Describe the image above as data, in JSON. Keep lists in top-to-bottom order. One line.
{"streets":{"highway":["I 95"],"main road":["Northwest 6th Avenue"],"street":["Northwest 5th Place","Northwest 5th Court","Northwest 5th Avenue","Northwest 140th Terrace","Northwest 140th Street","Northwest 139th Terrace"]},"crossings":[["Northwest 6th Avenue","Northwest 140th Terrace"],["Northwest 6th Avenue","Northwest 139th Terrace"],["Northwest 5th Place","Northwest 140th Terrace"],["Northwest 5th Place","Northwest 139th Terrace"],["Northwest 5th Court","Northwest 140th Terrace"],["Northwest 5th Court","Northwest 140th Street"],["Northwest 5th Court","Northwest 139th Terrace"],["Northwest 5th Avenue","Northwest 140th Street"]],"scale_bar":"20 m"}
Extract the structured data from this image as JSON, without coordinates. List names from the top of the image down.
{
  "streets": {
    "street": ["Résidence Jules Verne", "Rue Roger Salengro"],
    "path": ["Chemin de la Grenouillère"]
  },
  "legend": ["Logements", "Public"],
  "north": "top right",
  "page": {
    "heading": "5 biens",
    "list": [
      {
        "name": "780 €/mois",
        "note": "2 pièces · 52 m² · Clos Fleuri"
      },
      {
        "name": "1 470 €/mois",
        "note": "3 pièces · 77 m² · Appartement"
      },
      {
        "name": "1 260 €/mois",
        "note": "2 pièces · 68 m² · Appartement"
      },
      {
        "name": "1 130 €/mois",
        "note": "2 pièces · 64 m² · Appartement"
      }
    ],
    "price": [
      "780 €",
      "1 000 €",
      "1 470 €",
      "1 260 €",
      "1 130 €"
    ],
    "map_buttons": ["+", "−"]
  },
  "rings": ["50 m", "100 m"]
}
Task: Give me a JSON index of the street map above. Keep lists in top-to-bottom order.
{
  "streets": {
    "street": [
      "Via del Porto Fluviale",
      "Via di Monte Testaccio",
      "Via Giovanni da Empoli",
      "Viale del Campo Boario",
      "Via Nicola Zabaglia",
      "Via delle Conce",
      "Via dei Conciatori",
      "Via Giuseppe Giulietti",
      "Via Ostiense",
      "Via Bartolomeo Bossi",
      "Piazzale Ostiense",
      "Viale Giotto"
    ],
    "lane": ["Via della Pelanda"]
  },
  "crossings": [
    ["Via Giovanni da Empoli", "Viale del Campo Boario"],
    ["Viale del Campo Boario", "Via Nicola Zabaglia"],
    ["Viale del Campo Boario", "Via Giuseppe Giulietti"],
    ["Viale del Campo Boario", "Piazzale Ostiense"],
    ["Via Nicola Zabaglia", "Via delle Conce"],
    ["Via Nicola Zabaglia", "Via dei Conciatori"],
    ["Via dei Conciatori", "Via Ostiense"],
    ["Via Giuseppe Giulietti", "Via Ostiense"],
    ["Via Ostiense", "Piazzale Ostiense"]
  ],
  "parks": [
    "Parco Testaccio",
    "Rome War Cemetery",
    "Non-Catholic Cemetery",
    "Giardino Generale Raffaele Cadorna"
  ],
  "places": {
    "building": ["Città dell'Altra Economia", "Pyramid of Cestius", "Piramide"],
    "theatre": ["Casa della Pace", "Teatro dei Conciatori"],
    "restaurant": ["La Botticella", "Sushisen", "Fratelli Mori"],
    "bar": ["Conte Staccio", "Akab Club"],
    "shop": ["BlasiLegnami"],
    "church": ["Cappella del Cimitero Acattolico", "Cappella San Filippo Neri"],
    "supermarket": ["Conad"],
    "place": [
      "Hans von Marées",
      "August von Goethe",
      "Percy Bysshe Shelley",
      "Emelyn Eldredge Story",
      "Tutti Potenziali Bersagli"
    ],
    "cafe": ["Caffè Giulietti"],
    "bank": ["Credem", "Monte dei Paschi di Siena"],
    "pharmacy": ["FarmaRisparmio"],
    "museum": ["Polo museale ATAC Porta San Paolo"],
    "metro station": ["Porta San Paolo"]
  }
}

———

→ **EXERCISE REQUIREMENTS**: The records above are to be duplicated in full and exactly.

→ **SOLUTION**:
Describe the image above as data, in JSON. Keep lists in top-to-bottom order. One line.
{"streets":{"highway":["I 95"],"main road":["Northwest 6th Avenue"],"street":["Northwest 5th Place","Northwest 5th Court","Northwest 5th Avenue","Northwest 140th Terrace","Northwest 140th Street","Northwest 139th Terrace"]},"crossings":[["Northwest 6th Avenue","Northwest 140th Terrace"],["Northwest 6th Avenue","Northwest 139th Terrace"],["Northwest 5th Place","Northwest 140th Terrace"],["Northwest 5th Place","Northwest 139th Terrace"],["Northwest 5th Court","Northwest 140th Terrace"],["Northwest 5th Court","Northwest 140th Street"],["Northwest 5th Court","Northwest 139th Terrace"],["Northwest 5th Avenue","Northwest 140th Street"]],"scale_bar":"20 m"}
Extract the structured data from this image as JSON, without coordinates. List names from the top of the image down.
{
  "streets": {
    "street": ["Résidence Jules Verne", "Rue Roger Salengro"],
    "path": ["Chemin de la Grenouillère"]
  },
  "legend": ["Logements", "Public"],
  "north": "top right",
  "page": {
    "heading": "5 biens",
    "list": [
      {
        "name": "780 €/mois",
        "note": "2 pièces · 52 m² · Clos Fleuri"
      },
      {
        "name": "1 470 €/mois",
        "note": "3 pièces · 77 m² · Appartement"
      },
      {
        "name": "1 260 €/mois",
        "note": "2 pièces · 68 m² · Appartement"
      },
      {
        "name": "1 130 €/mois",
        "note": "2 pièces · 64 m² · Appartement"
      }
    ],
    "price": [
      "780 €",
      "1 000 €",
      "1 470 €",
      "1 260 €",
      "1 130 €"
    ],
    "map_buttons": ["+", "−"]
  },
  "rings": ["50 m", "100 m"]
}
Task: Give me a JSON index of the street map above. Keep lists in top-to-bottom order.
{
  "streets": {
    "street": [
      "Via del Porto Fluviale",
      "Via di Monte Testaccio",
      "Via Giovanni da Empoli",
      "Viale del Campo Boario",
      "Via Nicola Zabaglia",
      "Via delle Conce",
      "Via dei Conciatori",
      "Via Giuseppe Giulietti",
      "Via Ostiense",
      "Via Bartolomeo Bossi",
      "Piazzale Ostiense",
      "Viale Giotto"
    ],
    "lane": ["Via della Pelanda"]
  },
  "crossings": [
    ["Via Giovanni da Empoli", "Viale del Campo Boario"],
    ["Viale del Campo Boario", "Via Nicola Zabaglia"],
    ["Viale del Campo Boario", "Via Giuseppe Giulietti"],
    ["Viale del Campo Boario", "Piazzale Ostiense"],
    ["Via Nicola Zabaglia", "Via delle Conce"],
    ["Via Nicola Zabaglia", "Via dei Conciatori"],
    ["Via dei Conciatori", "Via Ostiense"],
    ["Via Giuseppe Giulietti", "Via Ostiense"],
    ["Via Ostiense", "Piazzale Ostiense"]
  ],
  "parks": [
    "Parco Testaccio",
    "Rome War Cemetery",
    "Non-Catholic Cemetery",
    "Giardino Generale Raffaele Cadorna"
  ],
  "places": {
    "building": ["Città dell'Altra Economia", "Pyramid of Cestius", "Piramide"],
    "theatre": ["Casa della Pace", "Teatro dei Conciatori"],
    "restaurant": ["La Botticella", "Sushisen", "Fratelli Mori"],
    "bar": ["Conte Staccio", "Akab Club"],
    "shop": ["BlasiLegnami"],
    "church": ["Cappella del Cimitero Acattolico", "Cappella San Filippo Neri"],
    "supermarket": ["Conad"],
    "place": [
      "Hans von Marées",
      "August von Goethe",
      "Percy Bysshe Shelley",
      "Emelyn Eldredge Story",
      "Tutti Potenziali Bersagli"
    ],
    "cafe": ["Caffè Giulietti"],
    "bank": ["Credem", "Monte dei Paschi di Siena"],
    "pharmacy": ["FarmaRisparmio"],
    "museum": ["Polo museale ATAC Porta San Paolo"],
    "metro station": ["Porta San Paolo"]
  }
}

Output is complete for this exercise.